Facing growing budget deficits, lawmakers in Connecticut and several other states have introduced legislation to abolish the death penalty as a way to save money. This isn't the first time state lawmakers have looked at ending capitol punishment.
This morning, the Legislature's Judiciary Committee will hold a public hearing on the issue. Committee co-chair, state Representative Mike Lawlor says ending the death penalty makes sense these days.
"We have a terrible budget crisis, huge deficit. And if you look at the fact that no one has actually been executed in Connecticut in the last 50 years, except for the one guy who wanted to be executed. Then the question is why do we have this very expensive public policy when we're not even going to do it?"
Serial rapist, Michael Ross was executed in Connecticut in 2005.
Lawlor says life in prison without parole is a better sentence for the worst of the worst. He says capitol punishment is more costly because it takes too long for a trial to begin from the time of a deadly crime.

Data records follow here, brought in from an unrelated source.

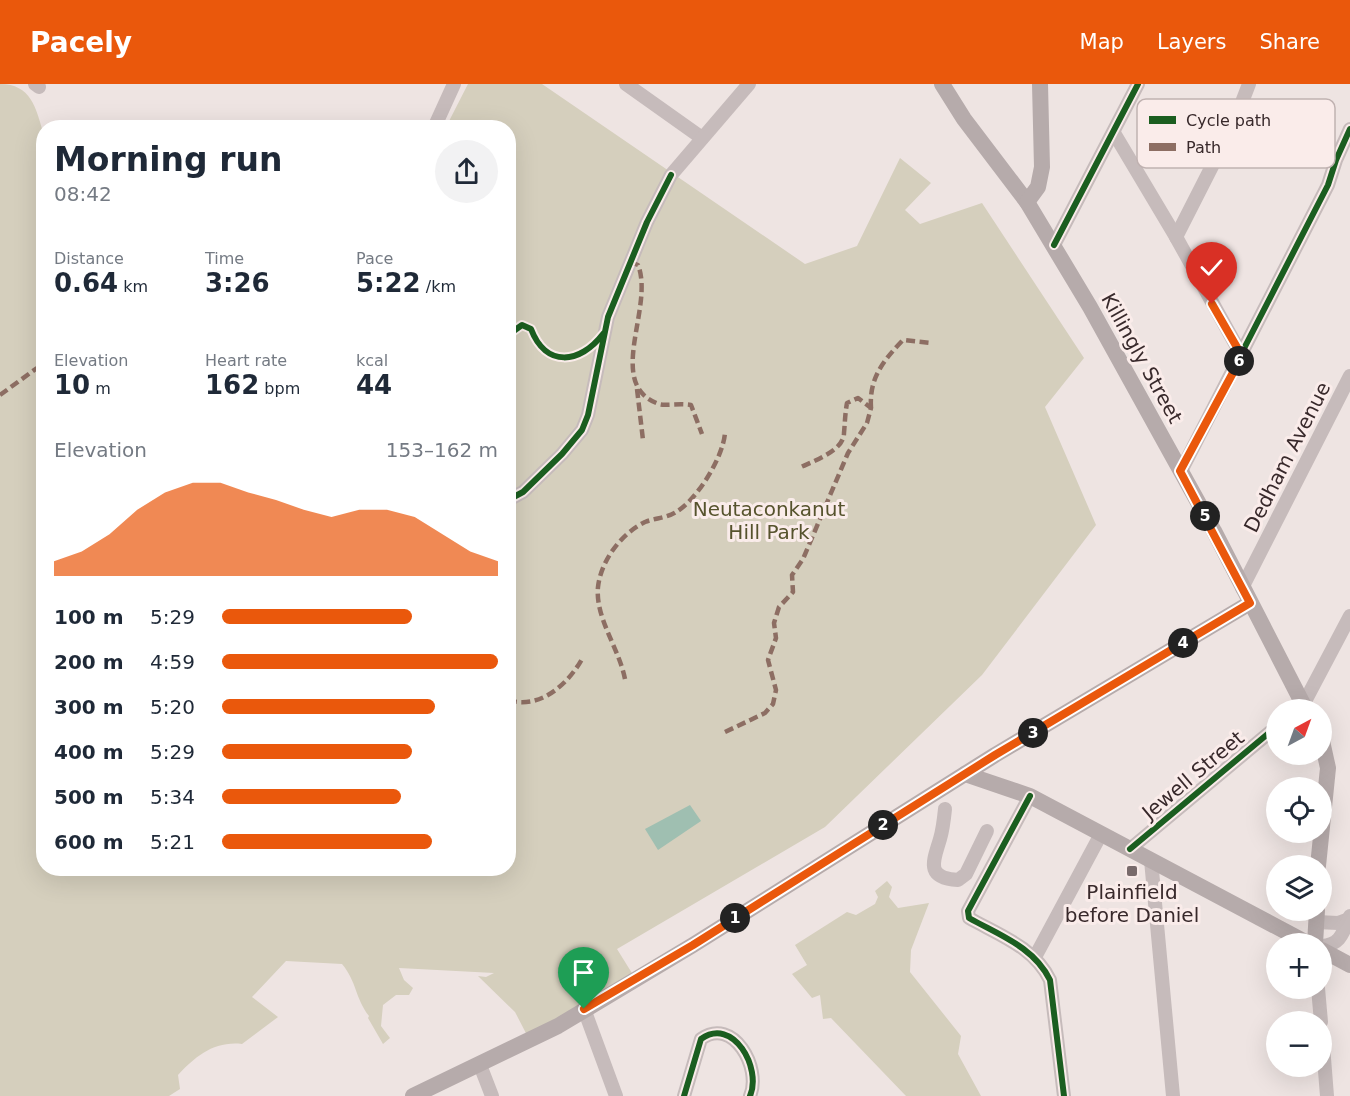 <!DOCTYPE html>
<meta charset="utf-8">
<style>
body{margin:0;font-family:"DejaVu Sans",sans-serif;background:#f2f2f3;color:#1f2937;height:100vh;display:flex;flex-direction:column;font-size:22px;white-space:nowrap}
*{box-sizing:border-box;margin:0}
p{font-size:20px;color:#747a83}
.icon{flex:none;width:33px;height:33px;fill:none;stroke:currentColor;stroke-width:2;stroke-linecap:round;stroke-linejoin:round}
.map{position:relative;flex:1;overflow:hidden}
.panel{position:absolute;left:36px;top:36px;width:480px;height:756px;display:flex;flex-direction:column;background:#fff;border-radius:24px;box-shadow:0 6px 24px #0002}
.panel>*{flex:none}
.needle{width:39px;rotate:41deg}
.buttons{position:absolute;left:1266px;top:615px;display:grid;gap:12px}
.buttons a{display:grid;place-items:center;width:66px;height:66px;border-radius:50%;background:#fff;box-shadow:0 6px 24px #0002;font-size:30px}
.pin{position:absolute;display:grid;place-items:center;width:51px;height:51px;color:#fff;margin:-62px -26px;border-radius:50% 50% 50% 0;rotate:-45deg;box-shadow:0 0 6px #0007}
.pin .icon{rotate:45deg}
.km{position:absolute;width:30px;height:30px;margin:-15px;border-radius:50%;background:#222;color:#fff;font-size:16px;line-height:30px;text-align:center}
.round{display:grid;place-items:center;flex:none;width:63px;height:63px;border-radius:32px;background:#f2f2f3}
.headline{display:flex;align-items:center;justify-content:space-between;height:102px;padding:0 18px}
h1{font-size:33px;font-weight:700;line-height:45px}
.figures{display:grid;grid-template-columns:repeat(3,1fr);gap:9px;height:102px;padding:6px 18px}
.figures div{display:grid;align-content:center}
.figures b{font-size:26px;font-weight:700}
.figures small{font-size:16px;font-weight:400}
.figures p{font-size:16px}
.chart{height:168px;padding:12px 18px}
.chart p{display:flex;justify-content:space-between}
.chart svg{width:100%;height:108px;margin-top:6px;fill:#ea580c;opacity:.7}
ul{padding:0 18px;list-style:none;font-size:20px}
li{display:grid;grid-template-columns:96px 72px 1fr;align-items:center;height:45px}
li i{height:15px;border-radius:8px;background:#ea580c}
header{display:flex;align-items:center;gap:36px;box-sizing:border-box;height:84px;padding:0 30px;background:#ea580c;color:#fff}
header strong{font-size:28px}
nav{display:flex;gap:33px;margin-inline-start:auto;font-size:21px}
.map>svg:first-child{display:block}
.green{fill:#d5cfbd}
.water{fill:#9fbfb1}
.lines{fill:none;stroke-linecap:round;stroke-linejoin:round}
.minor{stroke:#c6bbbb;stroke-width:14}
.major{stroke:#b6abab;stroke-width:16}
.quiet{stroke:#8d6e63;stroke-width:4.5;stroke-dasharray:9 4.5;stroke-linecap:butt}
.cycleway-casing{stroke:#faecea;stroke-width:10}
.cycleway{stroke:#1b5e20;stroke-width:6}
.route-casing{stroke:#fff;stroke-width:12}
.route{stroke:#ea580c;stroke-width:8}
.poi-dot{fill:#786a6b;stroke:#faecea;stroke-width:2}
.labels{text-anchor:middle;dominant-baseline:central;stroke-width:6;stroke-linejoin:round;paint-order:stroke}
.street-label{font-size:20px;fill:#38292b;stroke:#faecea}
.park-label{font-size:20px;fill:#56532d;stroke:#faecea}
.poi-label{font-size:20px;fill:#38292b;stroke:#faecea}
.key{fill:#faecea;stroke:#c0b2b1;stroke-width:1.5}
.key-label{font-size:16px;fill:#38292b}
</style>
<header>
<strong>Pacely</strong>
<nav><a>Map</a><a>Layers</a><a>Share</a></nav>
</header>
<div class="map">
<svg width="1350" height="1012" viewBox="0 0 1350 1012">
<rect width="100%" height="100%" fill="#eee4e2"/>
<g class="green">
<path d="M0,0c31,0 36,24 43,48l1,736h464v-740l-62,-1 22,-43h74l263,180 52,-18 43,-88 31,25 -26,27 15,14 62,-21 102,155 -39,49 51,118 -114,150 -157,152 -208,122 18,29 -106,61 -14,-27 -37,-36 8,1 8,-4 -95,-5 5,12 9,8 -4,7h-13l-13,10 -2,21 9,12 -7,6 -15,-26 1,-2c-14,-18 -12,-34 -27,-52l-56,-3 -34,36 26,20 -36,27c-28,-3 -46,12 -64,31l2,14 -11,7h-169z"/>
<path d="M887,797l5,6 -3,10 9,11 31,-5 -18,47 -1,22 51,64 -3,18 23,42h-75l-75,-78 -8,1 -3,-24 -8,3 -20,-24 15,-9 -12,-20 52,-33 9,3 19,-11 3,-7 -3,-6z"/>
</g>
<path class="water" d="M690,721l11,16 -43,29 -13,-21z"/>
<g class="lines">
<g class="minor">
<path d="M35,0l4,3"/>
<path d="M626,0l76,54"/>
<path d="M434,44l20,-44"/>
<path d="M1114,49l62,104 66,119"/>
<path d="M1176,153l58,-114 15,-39"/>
<path d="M1054,161l84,-161"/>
<path d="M1181,387l147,-286 8,-25 14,-31"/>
<path d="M508,416l15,-8 39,-38 20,-24 6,-15 20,-98 39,-95 24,-47 78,-91"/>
<path d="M1242,504l108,-212"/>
<path d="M1297,626l6,-5 47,-89"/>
<path d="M1030,712l-62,115 1,7c30,17 65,29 81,62l14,116"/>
<path d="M945,725c-1,10 -2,20 -5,30 -6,21 -16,39 18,41l8,-6 21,-43"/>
<path d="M1130,765l146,-122"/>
<path d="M1151,776l22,236"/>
<path d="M1317,838l21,1 11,-4"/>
<path d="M1322,862c19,-1 21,-14 28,-30"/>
<path d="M1035,873l66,-123"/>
<path d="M1318,904l3,34"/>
<path d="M584,925l32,87"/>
<path d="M1322,949l5,63"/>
<path d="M480,981l12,31"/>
<path d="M684,1012l17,-57c32,-23 61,29 49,57"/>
</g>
<g class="major">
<path d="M942,0l22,35 63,83 63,105 124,224 92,179"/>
<path d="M1027,118l11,-15 4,-20 -2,-83"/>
<path d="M965,690l65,22 279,148"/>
<path d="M1318,782l10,-98 -6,-27"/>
<path d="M1315,860l2,-34"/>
<path d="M1322,866l28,15"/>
<path d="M413,1012l145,-70 135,-81 302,-190 255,-152"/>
</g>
<g class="quiet">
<path d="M630,178l8,3c17,42 -34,120 21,139 5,2 21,-1 32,1l11,29"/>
<path d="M637,305l6,51"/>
<path d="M0,311l37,-27"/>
<path d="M871,324c-2,-30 12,-47 32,-68l28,3"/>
<path d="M625,595c-6,-31 -30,-61 -27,-92 3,-27 24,-54 47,-65 10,-4 22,-4 31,-10 21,-12 48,-56 49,-80"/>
<path d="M508,616c32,10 60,-16 74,-41"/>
<path d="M725,648l40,-19 8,-9 3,-14 -8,-30 8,-22 -2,-15 5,-16 14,-15 -1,-17 11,-16 45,-106 19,-30 4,-15 -13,-10 -11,5c-2,11 -2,19 -3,30 0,18 -31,28 -45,35"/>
</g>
<defs>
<g id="cycleway">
<path d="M1054,161l84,-161"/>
<path d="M508,251l14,-10 9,4c15,39 49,35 72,5"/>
<path d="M1181,387l147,-286 8,-25 14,-31"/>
<path d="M508,416l15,-8 39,-38 20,-24 6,-15 20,-98 39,-95 24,-47"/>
<path d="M1030,712l-62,115 1,7c30,17 65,29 81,62l14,116"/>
<path d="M1130,765l146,-122"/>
<path d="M684,1012l17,-57c32,-23 61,29 49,57"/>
</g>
</defs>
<use href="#cycleway" class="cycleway-casing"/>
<use href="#cycleway" class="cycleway"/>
</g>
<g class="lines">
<defs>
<path id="route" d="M584,925l109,-64 302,-190 255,-152 -70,-132 62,-115 -30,-52"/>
</defs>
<use href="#route" class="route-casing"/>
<use href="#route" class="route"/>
</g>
<rect class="poi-dot" x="1126" y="781" width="12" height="12" rx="3"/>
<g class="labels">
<g class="street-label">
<text transform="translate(1142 274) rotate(61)">Killingly Street</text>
<text transform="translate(1287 373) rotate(-63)">Dedham Avenue</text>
<text transform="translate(1193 691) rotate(-40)">Jewell Street</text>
</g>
<g class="park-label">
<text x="769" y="425">Neutaconkanut<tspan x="769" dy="23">Hill Park</tspan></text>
</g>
<g class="poi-label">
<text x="1132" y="808">Plainfield<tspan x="1132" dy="23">before Daniel</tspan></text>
</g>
</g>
<rect x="1137" y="15" width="198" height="69" rx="9" class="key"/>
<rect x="1149" y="32" width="27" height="8" fill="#1b5e20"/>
<rect x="1149" y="59" width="27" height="8" fill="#8d6e63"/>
<g class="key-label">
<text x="1186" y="42">Cycle path</text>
<text x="1186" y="69">Path</text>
</g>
</svg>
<div class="buttons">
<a><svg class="needle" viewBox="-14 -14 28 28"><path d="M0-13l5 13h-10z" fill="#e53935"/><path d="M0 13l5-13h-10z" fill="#747a83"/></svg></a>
<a><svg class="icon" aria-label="locate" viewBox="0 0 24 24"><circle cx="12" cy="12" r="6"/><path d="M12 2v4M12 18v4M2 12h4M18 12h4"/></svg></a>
<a><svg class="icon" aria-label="layers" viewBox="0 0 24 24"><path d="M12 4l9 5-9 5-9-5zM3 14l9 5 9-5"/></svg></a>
<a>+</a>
<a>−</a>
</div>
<div class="pin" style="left:584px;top:925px;background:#1e9e55"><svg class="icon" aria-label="arrive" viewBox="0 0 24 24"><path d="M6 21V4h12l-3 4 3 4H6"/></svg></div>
<div class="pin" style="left:1212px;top:220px;background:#d93025"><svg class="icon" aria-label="check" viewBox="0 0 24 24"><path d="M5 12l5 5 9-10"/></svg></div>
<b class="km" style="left:735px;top:834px">1</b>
<b class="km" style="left:883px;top:741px">2</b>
<b class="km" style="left:1033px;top:649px">3</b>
<b class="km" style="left:1183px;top:559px">4</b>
<b class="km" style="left:1205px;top:432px">5</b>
<b class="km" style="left:1239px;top:277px">6</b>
<section class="panel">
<div class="headline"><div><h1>Morning run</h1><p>08:42</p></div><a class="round"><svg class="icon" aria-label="share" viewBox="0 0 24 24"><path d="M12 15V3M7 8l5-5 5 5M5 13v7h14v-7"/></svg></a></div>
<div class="figures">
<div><p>Distance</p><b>0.64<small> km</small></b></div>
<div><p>Time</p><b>3:26</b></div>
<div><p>Pace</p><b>5:22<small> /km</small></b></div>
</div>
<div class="figures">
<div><p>Elevation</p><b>10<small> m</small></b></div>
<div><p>Heart rate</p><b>162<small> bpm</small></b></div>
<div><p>kcal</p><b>44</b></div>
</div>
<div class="chart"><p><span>Elevation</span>153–162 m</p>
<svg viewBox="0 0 160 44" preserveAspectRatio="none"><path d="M0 44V38L10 34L20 27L30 17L40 10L50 6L60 6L70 10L80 13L90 17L100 20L110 17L120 17L130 20L140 27L150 34L160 38V44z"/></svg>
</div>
<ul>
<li><b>100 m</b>5:29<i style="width:69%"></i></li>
<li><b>200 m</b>4:59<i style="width:100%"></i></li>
<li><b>300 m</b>5:20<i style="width:77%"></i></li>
<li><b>400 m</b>5:29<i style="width:69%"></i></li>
<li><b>500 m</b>5:34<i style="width:65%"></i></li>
<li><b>600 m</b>5:21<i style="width:76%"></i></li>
</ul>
</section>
</div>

"Look at the Cheshire murders. Those happened a year and a half ago. And they're talking about maybe starting the first of the two trials a year from now. And that's just the trial. That's not the appeals, the appeals go on for ten, twenty, thirty years. We have a bunch of guys on death row in Connecticut right now. Many of them have been there since the 1980s."
Two bills relating to capitol punishment are before the Judiciary Committee. one bill calls on abolishing the death penalty while another addresses the legal standards in a death penalty case--and asks that the penalty only be handed down in capitol felony cases where the jury is absolutely certain of an individual's guilt.
A bill to abolish the state's death penalty failed in the House two years ago.